CFIA Investigating Possible Seed Scam

The Canadian Food Inspection Agency (CFIA) is investigating reports of individuals receiving unsolicited packages of seeds, it said in a statement.

“Do not plant seeds from unknown origins. Unauthorized seeds could be the seeds of invasive plants, or carry plant pests, which can be harmful when introduced into Canada,” the CFIA is advising. “These species can invade agricultural and natural areas, causing serious damage to our plant resources.”

If you receive a seed package that you did not order, please contact your regional CFIA office immediately. Keep the seeds and packaging, including the mailing label until a CFIA inspector contacts you with further instructions.

“With recent reports of individuals receiving unsolicited packages of seed in Canada and the United States, Canada’s seed industry wants to reassure Canadians of our food safety measures and that you can trust the seed you purchase from Canadian companies,” the Canadian Seed Trade Association said in a statement.

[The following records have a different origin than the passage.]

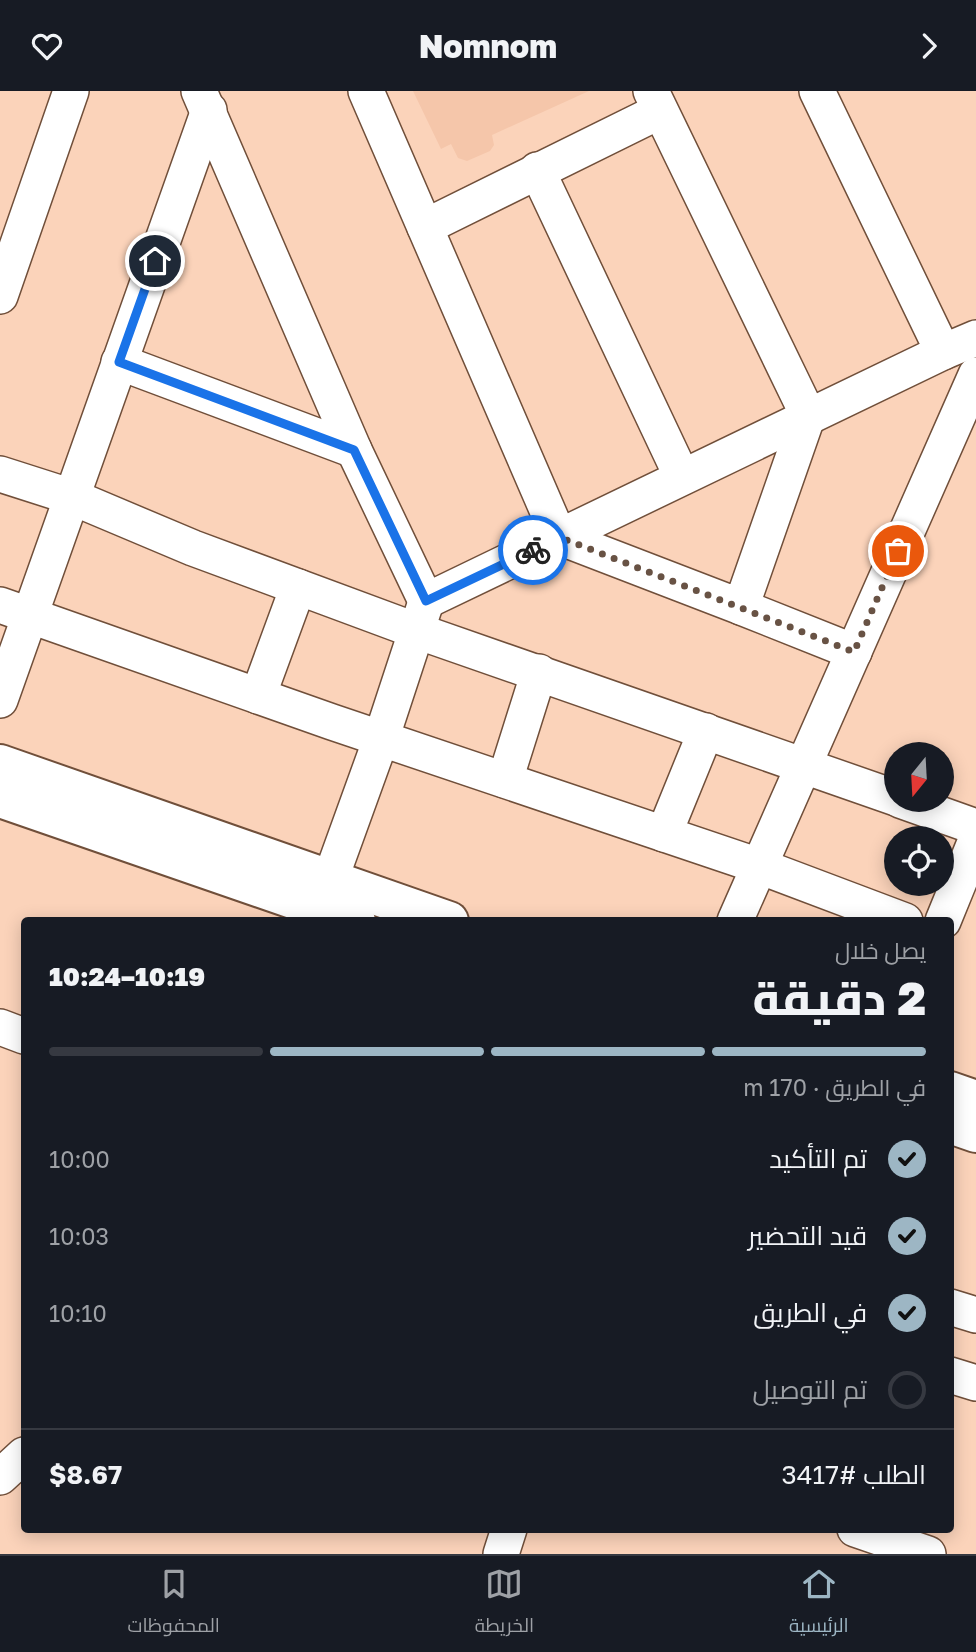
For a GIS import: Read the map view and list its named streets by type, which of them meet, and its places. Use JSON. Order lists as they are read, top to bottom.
{
  "north": "bottom",
  "page": {
    "header": "Nomnom",
    "heading": ["2 دقيقة", "يصل خلال", "10:19–10:24"],
    "panel": ["الطلب #3417", "$8.67"],
    "bar": "في الطريق · 170 m",
    "list": [
      ["تم التأكيد", "10:00"],
      ["قيد التحضير", "10:03"],
      ["في الطريق", "10:10"],
      "تم التوصيل"
    ],
    "tabs": ["الرئيسية", "الخريطة", "المحفوظات"]
  }
}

“The government has an excellent inspection system in place to protect the supply chain; audits, quality verification, and multiple testing points ensures that seeds that are sold for planting are safe. Any seed imported to Canada by seed companies and by producers must be tested. Plant health is a priority for our industry, and we are proud of Canadian seed companies for the measures they take to ensure the quality of seeds.”

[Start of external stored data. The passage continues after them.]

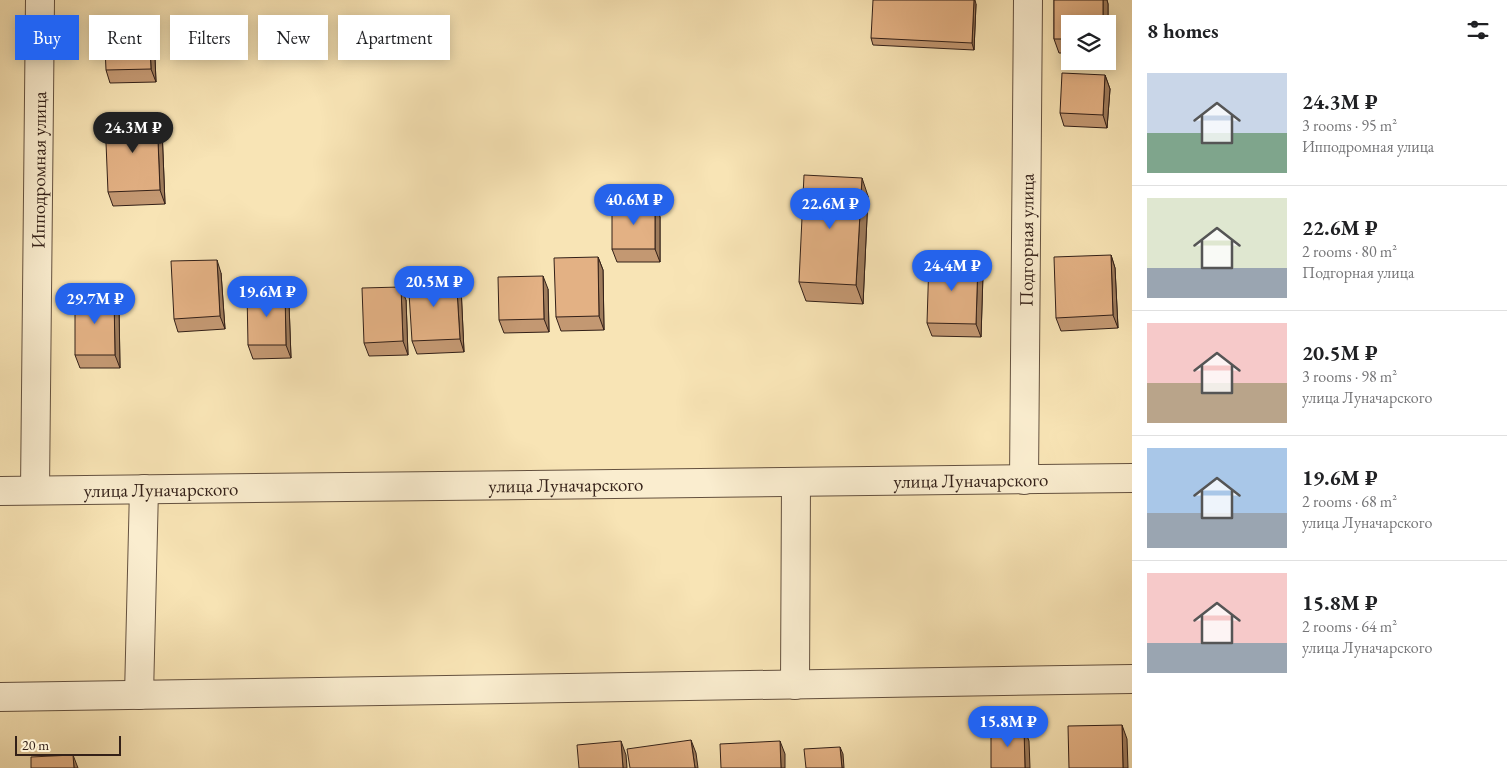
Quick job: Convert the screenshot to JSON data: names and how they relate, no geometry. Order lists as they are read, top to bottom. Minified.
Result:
{"streets":{"street":["Ипподромная улица","Подгорная улица","улица Луначарского"]},"crossings":[["Ипподромная улица","улица Луначарского"],["Подгорная улица","улица Луначарского"]],"scale_bar":"20 m","page":{"heading":"8 homes","chip":["Buy","Rent","Filters","New","Apartment"],"list":[{"name":"24.3M ₽","note":"3 rooms · 95 m² · Ипподромная улица"},{"name":"22.6M ₽","note":"2 rooms · 80 m² · Подгорная улица"},{"name":"20.5M ₽","note":"3 rooms · 98 m² · улица Луначарского"},{"name":"19.6M ₽","note":"2 rooms · 68 m² · улица Луначарского"},{"name":"15.8M ₽","note":"2 rooms · 64 m² · улица Луначарского"}],"price":["24.3M ₽","40.6M ₽","22.6M ₽","24.4M ₽","20.5M ₽","19.6M ₽","29.7M ₽","15.8M ₽"],"scale":"20 m"}}
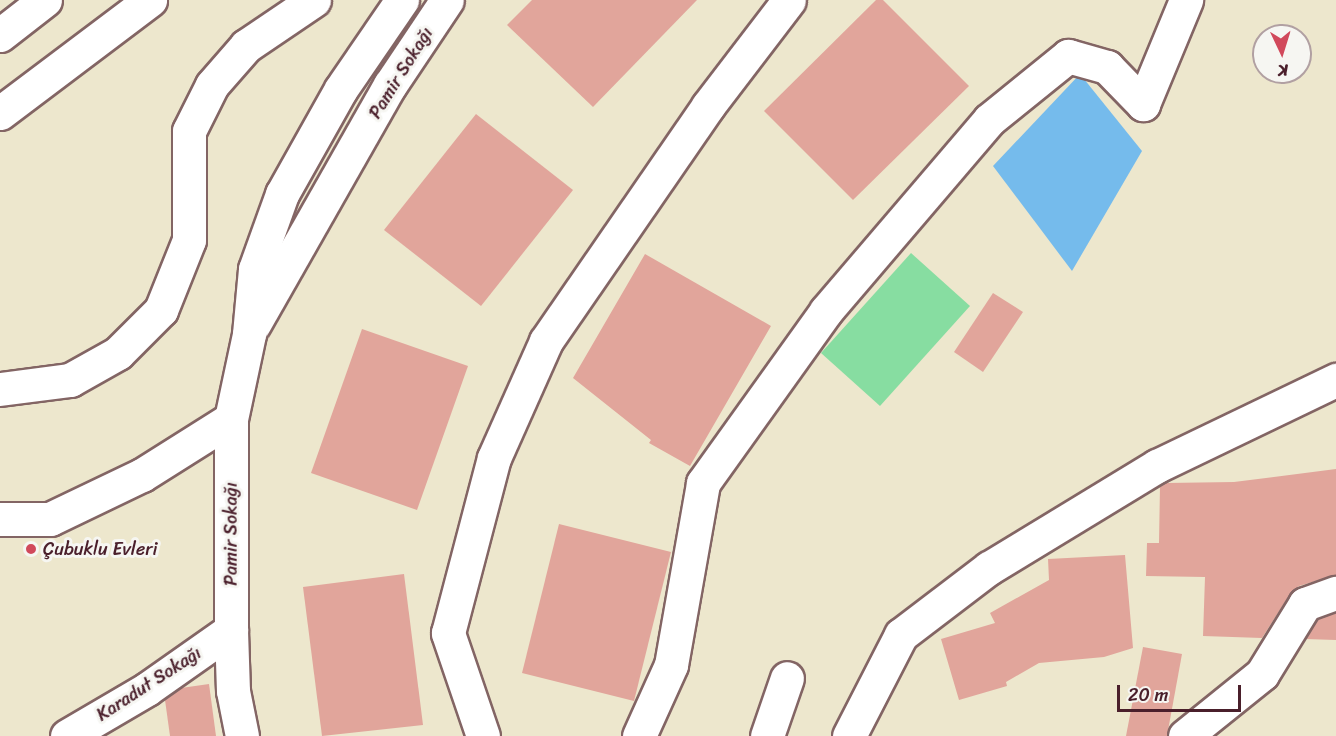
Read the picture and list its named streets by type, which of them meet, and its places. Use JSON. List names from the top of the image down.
{
  "streets": {
    "main road": ["Pamir Sokağı", "Karadut Sokağı"]
  },
  "crossings": [
    ["Pamir Sokağı", "Karadut Sokağı"]
  ],
  "places": ["Çubuklu Evleri"],
  "scale_bar": "20 m",
  "north": "bottom"
}
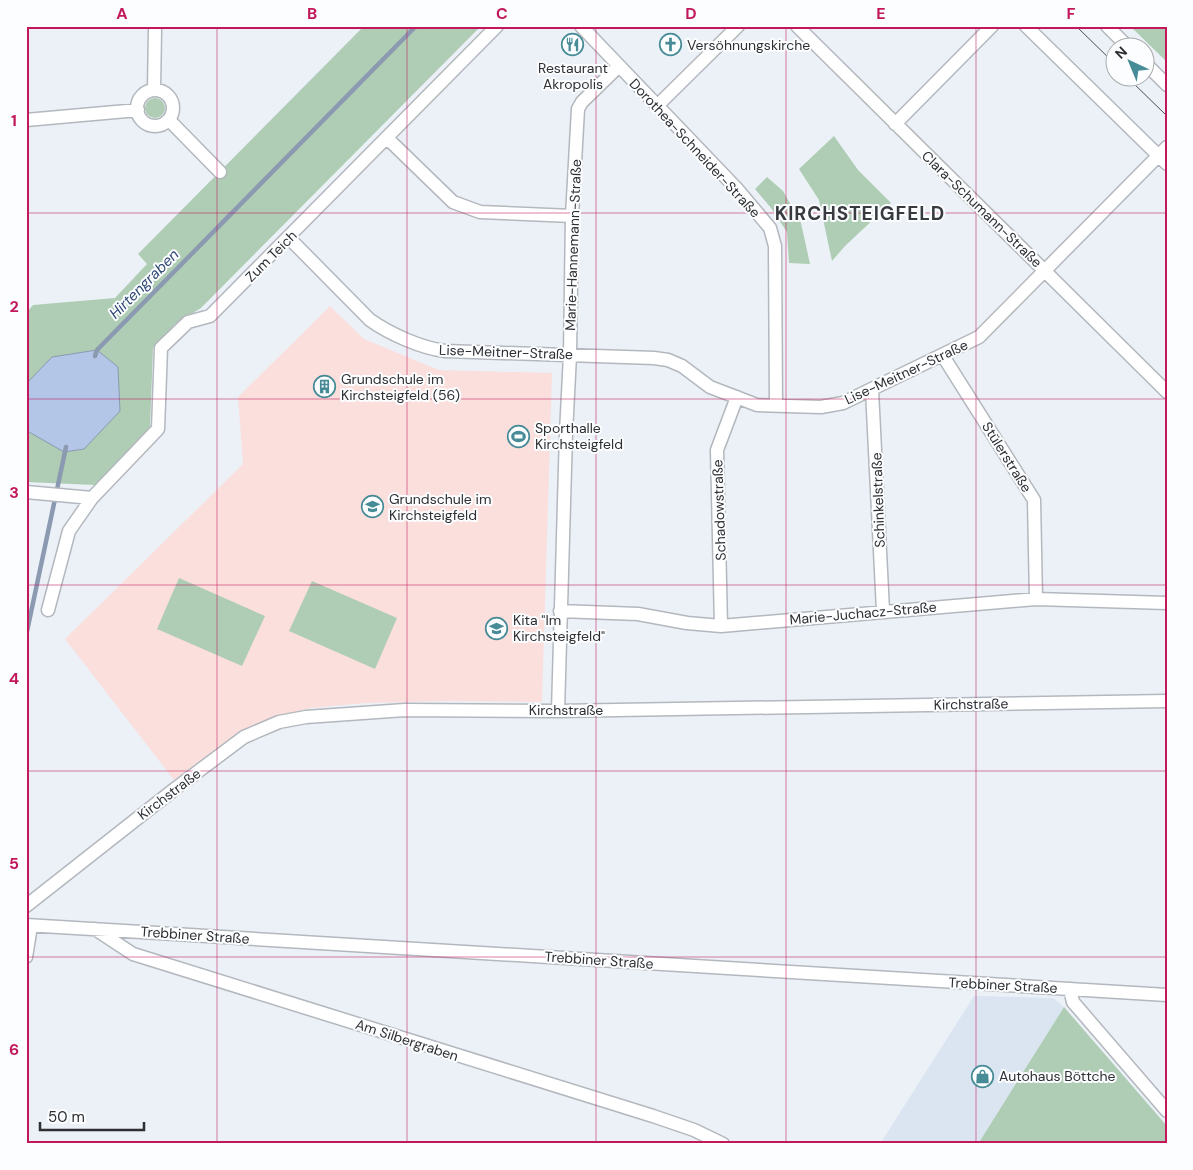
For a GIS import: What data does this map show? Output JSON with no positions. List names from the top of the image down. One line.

The United States Department of Agriculture (USDA) also issued a statement saying it is aware that people across the United States have received suspicious, unsolicited packages of seed that appear to be coming from China. The USDA’s Animal and Plant Health Inspection Service (APHIS) is working closely with the Department of Homeland Security’s Customs and Border Protection, other federal agencies, and state departments of agriculture to investigate the situation.

The USDA urges anyone who receives an unsolicited package of seeds to immediately contact their state plant regulatory official or APHIS state plant health director. The USDA advises people hold onto the seeds and packaging, including the mailing label, until someone from their state department of agriculture or APHIS contacts you with further instructions.

At this time, USDA has no evidence indicating this is something other than a “brushing scam” where people receive unsolicited items from a seller who then posts false customer reviews to boost sales, USDA said in a statement.